Follow Up of Severely Malnourished Children (FUSAM) (FUSAM)
Primary Purpose
Severe Acute Malnutrition
Status
Completed
Phase
Not Applicable
Locations
Nepal
Study Type
Interventional
Intervention
NUTPSY treatment
NUT treatment
Sponsored by
About this trial
This is an interventional treatment trial for Severe Acute Malnutrition focused on measuring Severe acute malnutrition, Psychosocial intervention, Child, Stimulation, CMAM, Nepal
Eligibility Criteria
Inclusion Criteria:
- Age: 6-23 months
- 2 sexes
- Diagnosis: uncomplicated severe acute malnutrition requiring follow-up outpatient therapeutic feeding unit (OTPs), supported by Action Contre la Faim in Saptari district
- Weight-for-height (WH) <-3 Standard Deviation compared to the WHO reference and/or MUAC <115 mm
- And / or nutritional oedema moderate (+ or + +)
- And successful test of appetite
- And no medical complications
- New cases
- Presence of mother / father or legal guardian aged > 18 years.

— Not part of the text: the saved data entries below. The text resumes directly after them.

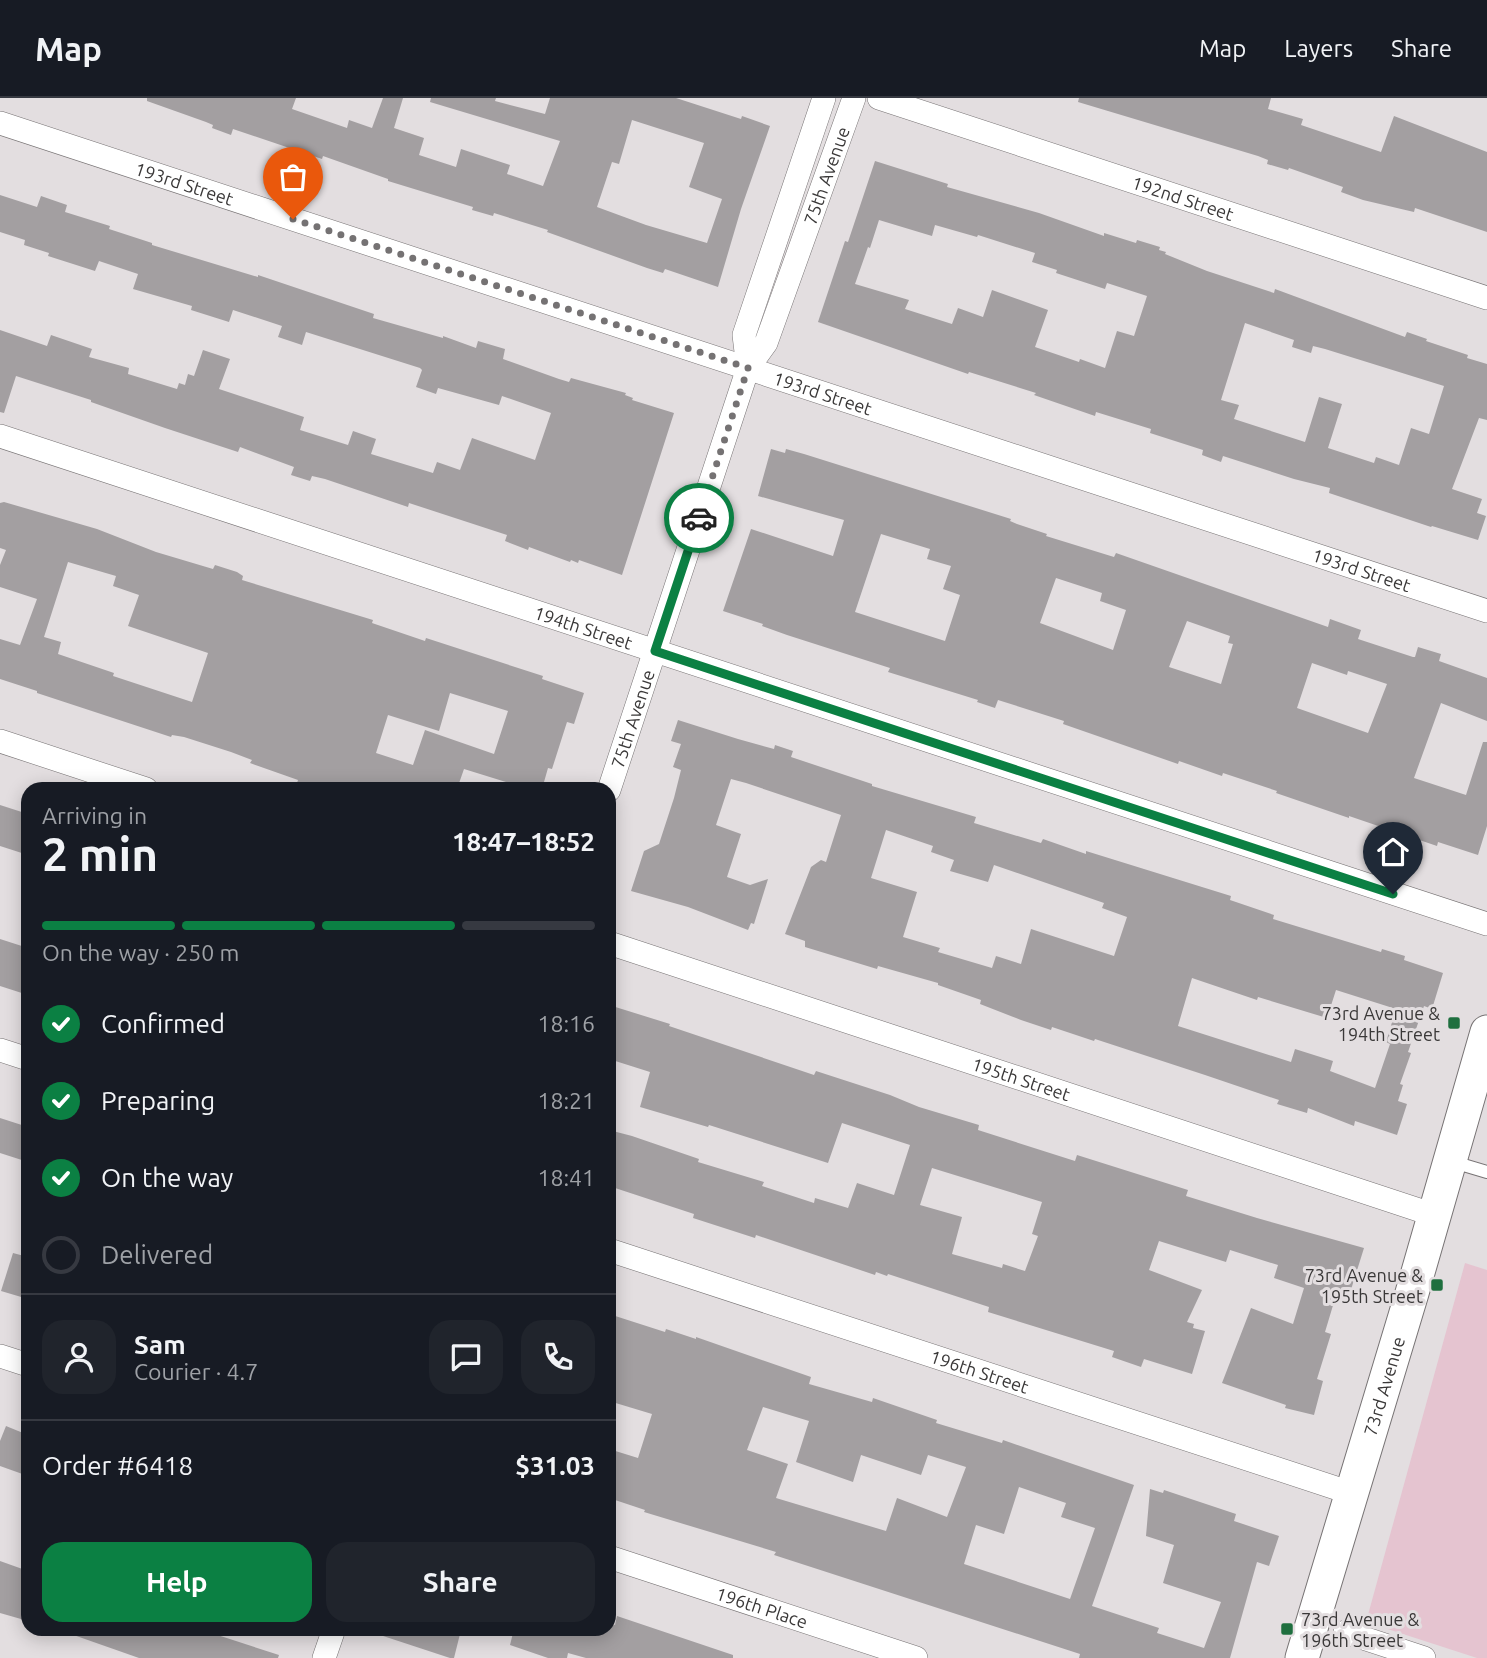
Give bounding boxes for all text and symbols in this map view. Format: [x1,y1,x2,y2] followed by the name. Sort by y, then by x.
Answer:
[35,30,102,67] text: Map
[1199,35,1246,62] text: Map
[1284,35,1353,62] text: Layers
[1391,35,1452,62] text: Share
[799,124,853,227] street label: 75th Avenue
[263,147,323,219] pin
[133,158,236,209] street label: 193rd Street
[274,158,312,196] icon: bag
[1130,172,1236,224] street label: 192nd Street
[771,368,875,418] street label: 193rd Street
[664,483,734,553] courier
[680,499,718,537] icon: car
[1310,544,1413,595] street label: 193rd Street
[532,602,635,653] street label: 194th Street
[607,667,658,771] street label: 75th Avenue
[42,803,147,828] text: Arriving in
[1363,822,1423,894] pin
[452,827,595,856] text: 18:47–18:52
[42,828,158,880] text: 2 min
[1374,833,1412,871] icon: home
[42,940,239,965] text: On the way · 250 m
[1322,1003,1440,1044] place label: 73rd Avenue & 194th Street
[42,1005,80,1043] icon: check
[101,1009,225,1038] text: Confirmed
[537,1011,595,1036] text: 18:16
[1446,1015,1462,1031] marker: 73rd Avenue & 194th Street
[969,1053,1073,1104] street label: 195th Street
[42,1082,80,1120] icon: check
[101,1086,215,1115] text: Preparing
[537,1088,595,1113] text: 18:21
[42,1159,80,1197] icon: check
[101,1163,233,1192] text: On the way
[537,1165,595,1190] text: 18:41
[101,1240,213,1269] text: Delivered
[1305,1265,1423,1306] place label: 73rd Avenue & 195th Street
[1429,1277,1445,1293] marker: 73rd Avenue & 195th Street
[42,1320,116,1394] button: person
[429,1320,503,1394] button: chat
[521,1320,595,1394] button: phone
[134,1330,186,1359] text: Sam
[1360,1334,1408,1438] street label: 73rd Avenue
[928,1346,1031,1397] street label: 196th Street
[134,1359,258,1384] text: Courier · 4.7
[42,1451,193,1480] text: Order #6418
[515,1451,595,1480] text: $31.03
[42,1542,312,1622] button: Help
[326,1542,595,1622] button: Share
[714,1583,810,1632] street label: 196th Place
[1301,1609,1420,1650] place label: 73rd Avenue & 196th Street
[1279,1621,1295,1637] marker: 73rd Avenue & 196th Street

- Understanding of the consent and information letter
- Follow-up possible
Exclusion Criteria:
- Age <6 months or> 24 months
- Moderate Acute Malnutrition
- Severe Acute Malnutrition complicated
- Weight for height <-3 Standard Deviation compared to the WHO reference and / or MUAC <115mm but failure to test appetite OR medical complications OR severe oedema + + + OR kwashiorkor, marasmus (malnutrition with the same criteria, with oedema mild or severe).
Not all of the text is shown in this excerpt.